**MATERIAL FOR THIS EXERCISE**
-- -- --
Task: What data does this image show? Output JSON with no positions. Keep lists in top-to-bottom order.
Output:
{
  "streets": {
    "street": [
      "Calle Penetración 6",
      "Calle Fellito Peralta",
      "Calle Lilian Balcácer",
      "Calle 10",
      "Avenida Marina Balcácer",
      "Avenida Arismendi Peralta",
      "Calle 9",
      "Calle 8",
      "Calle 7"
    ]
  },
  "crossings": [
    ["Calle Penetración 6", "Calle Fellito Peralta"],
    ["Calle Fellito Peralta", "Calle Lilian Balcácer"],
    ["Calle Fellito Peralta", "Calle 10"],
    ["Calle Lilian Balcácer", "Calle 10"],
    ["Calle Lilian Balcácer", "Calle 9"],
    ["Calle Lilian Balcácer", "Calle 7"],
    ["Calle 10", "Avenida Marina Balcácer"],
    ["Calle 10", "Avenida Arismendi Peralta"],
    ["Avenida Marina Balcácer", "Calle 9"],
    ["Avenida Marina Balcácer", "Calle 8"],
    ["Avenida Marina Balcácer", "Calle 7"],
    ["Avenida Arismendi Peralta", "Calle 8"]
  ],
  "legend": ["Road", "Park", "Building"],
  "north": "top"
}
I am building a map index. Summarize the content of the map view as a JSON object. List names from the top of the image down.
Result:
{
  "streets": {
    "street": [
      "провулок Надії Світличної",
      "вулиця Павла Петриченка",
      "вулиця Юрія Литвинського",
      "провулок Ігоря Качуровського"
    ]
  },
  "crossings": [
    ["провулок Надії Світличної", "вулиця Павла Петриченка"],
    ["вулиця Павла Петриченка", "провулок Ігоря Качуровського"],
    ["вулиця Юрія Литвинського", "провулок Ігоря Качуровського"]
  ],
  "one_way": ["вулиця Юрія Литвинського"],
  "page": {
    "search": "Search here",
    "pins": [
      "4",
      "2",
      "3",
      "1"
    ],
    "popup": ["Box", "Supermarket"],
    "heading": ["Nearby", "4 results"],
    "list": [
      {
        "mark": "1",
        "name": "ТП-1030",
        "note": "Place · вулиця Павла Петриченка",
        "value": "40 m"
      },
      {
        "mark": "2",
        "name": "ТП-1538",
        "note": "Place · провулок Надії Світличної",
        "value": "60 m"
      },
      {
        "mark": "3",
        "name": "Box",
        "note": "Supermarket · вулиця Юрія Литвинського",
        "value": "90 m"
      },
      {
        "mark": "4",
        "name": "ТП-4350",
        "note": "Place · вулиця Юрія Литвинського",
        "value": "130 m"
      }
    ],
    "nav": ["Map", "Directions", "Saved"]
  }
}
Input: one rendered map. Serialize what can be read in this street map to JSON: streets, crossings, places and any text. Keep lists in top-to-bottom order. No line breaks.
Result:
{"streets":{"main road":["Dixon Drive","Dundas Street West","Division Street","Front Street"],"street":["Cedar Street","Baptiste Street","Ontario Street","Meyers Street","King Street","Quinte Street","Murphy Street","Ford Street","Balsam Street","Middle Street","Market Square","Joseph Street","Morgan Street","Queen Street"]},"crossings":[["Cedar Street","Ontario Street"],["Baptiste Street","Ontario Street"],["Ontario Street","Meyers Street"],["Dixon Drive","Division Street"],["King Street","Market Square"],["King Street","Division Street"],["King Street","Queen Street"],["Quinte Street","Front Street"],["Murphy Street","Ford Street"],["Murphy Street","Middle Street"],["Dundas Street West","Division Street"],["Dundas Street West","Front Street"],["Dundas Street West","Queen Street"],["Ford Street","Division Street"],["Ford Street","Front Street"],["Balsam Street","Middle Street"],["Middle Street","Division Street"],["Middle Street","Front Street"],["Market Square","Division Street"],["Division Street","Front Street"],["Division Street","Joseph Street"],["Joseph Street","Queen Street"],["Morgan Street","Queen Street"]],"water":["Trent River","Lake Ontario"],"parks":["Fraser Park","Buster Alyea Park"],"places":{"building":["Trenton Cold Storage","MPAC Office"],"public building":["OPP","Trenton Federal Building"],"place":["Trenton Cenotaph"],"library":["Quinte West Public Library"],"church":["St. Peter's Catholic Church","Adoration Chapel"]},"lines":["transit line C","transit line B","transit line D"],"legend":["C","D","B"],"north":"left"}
-- -- --
**WHAT YOU HAVE TO DO**
Could you print all of the entries again exactly as they stand?

**RESPONSE FOR THIS EXERCISE**
Task: What data does this image show? Output JSON with no positions. Keep lists in top-to-bottom order.
Output:
{
  "streets": {
    "street": [
      "Calle Penetración 6",
      "Calle Fellito Peralta",
      "Calle Lilian Balcácer",
      "Calle 10",
      "Avenida Marina Balcácer",
      "Avenida Arismendi Peralta",
      "Calle 9",
      "Calle 8",
      "Calle 7"
    ]
  },
  "crossings": [
    ["Calle Penetración 6", "Calle Fellito Peralta"],
    ["Calle Fellito Peralta", "Calle Lilian Balcácer"],
    ["Calle Fellito Peralta", "Calle 10"],
    ["Calle Lilian Balcácer", "Calle 10"],
    ["Calle Lilian Balcácer", "Calle 9"],
    ["Calle Lilian Balcácer", "Calle 7"],
    ["Calle 10", "Avenida Marina Balcácer"],
    ["Calle 10", "Avenida Arismendi Peralta"],
    ["Avenida Marina Balcácer", "Calle 9"],
    ["Avenida Marina Balcácer", "Calle 8"],
    ["Avenida Marina Balcácer", "Calle 7"],
    ["Avenida Arismendi Peralta", "Calle 8"]
  ],
  "legend": ["Road", "Park", "Building"],
  "north": "top"
}
I am building a map index. Summarize the content of the map view as a JSON object. List names from the top of the image down.
Result:
{
  "streets": {
    "street": [
      "провулок Надії Світличної",
      "вулиця Павла Петриченка",
      "вулиця Юрія Литвинського",
      "провулок Ігоря Качуровського"
    ]
  },
  "crossings": [
    ["провулок Надії Світличної", "вулиця Павла Петриченка"],
    ["вулиця Павла Петриченка", "провулок Ігоря Качуровського"],
    ["вулиця Юрія Литвинського", "провулок Ігоря Качуровського"]
  ],
  "one_way": ["вулиця Юрія Литвинського"],
  "page": {
    "search": "Search here",
    "pins": [
      "4",
      "2",
      "3",
      "1"
    ],
    "popup": ["Box", "Supermarket"],
    "heading": ["Nearby", "4 results"],
    "list": [
      {
        "mark": "1",
        "name": "ТП-1030",
        "note": "Place · вулиця Павла Петриченка",
        "value": "40 m"
      },
      {
        "mark": "2",
        "name": "ТП-1538",
        "note": "Place · провулок Надії Світличної",
        "value": "60 m"
      },
      {
        "mark": "3",
        "name": "Box",
        "note": "Supermarket · вулиця Юрія Литвинського",
        "value": "90 m"
      },
      {
        "mark": "4",
        "name": "ТП-4350",
        "note": "Place · вулиця Юрія Литвинського",
        "value": "130 m"
      }
    ],
    "nav": ["Map", "Directions", "Saved"]
  }
}
Input: one rendered map. Serialize what can be read in this street map to JSON: streets, crossings, places and any text. Keep lists in top-to-bottom order. No line breaks.
Result:
{"streets":{"main road":["Dixon Drive","Dundas Street West","Division Street","Front Street"],"street":["Cedar Street","Baptiste Street","Ontario Street","Meyers Street","King Street","Quinte Street","Murphy Street","Ford Street","Balsam Street","Middle Street","Market Square","Joseph Street","Morgan Street","Queen Street"]},"crossings":[["Cedar Street","Ontario Street"],["Baptiste Street","Ontario Street"],["Ontario Street","Meyers Street"],["Dixon Drive","Division Street"],["King Street","Market Square"],["King Street","Division Street"],["King Street","Queen Street"],["Quinte Street","Front Street"],["Murphy Street","Ford Street"],["Murphy Street","Middle Street"],["Dundas Street West","Division Street"],["Dundas Street West","Front Street"],["Dundas Street West","Queen Street"],["Ford Street","Division Street"],["Ford Street","Front Street"],["Balsam Street","Middle Street"],["Middle Street","Division Street"],["Middle Street","Front Street"],["Market Square","Division Street"],["Division Street","Front Street"],["Division Street","Joseph Street"],["Joseph Street","Queen Street"],["Morgan Street","Queen Street"]],"water":["Trent River","Lake Ontario"],"parks":["Fraser Park","Buster Alyea Park"],"places":{"building":["Trenton Cold Storage","MPAC Office"],"public building":["OPP","Trenton Federal Building"],"place":["Trenton Cenotaph"],"library":["Quinte West Public Library"],"church":["St. Peter's Catholic Church","Adoration Chapel"]},"lines":["transit line C","transit line B","transit line D"],"legend":["C","D","B"],"north":"left"}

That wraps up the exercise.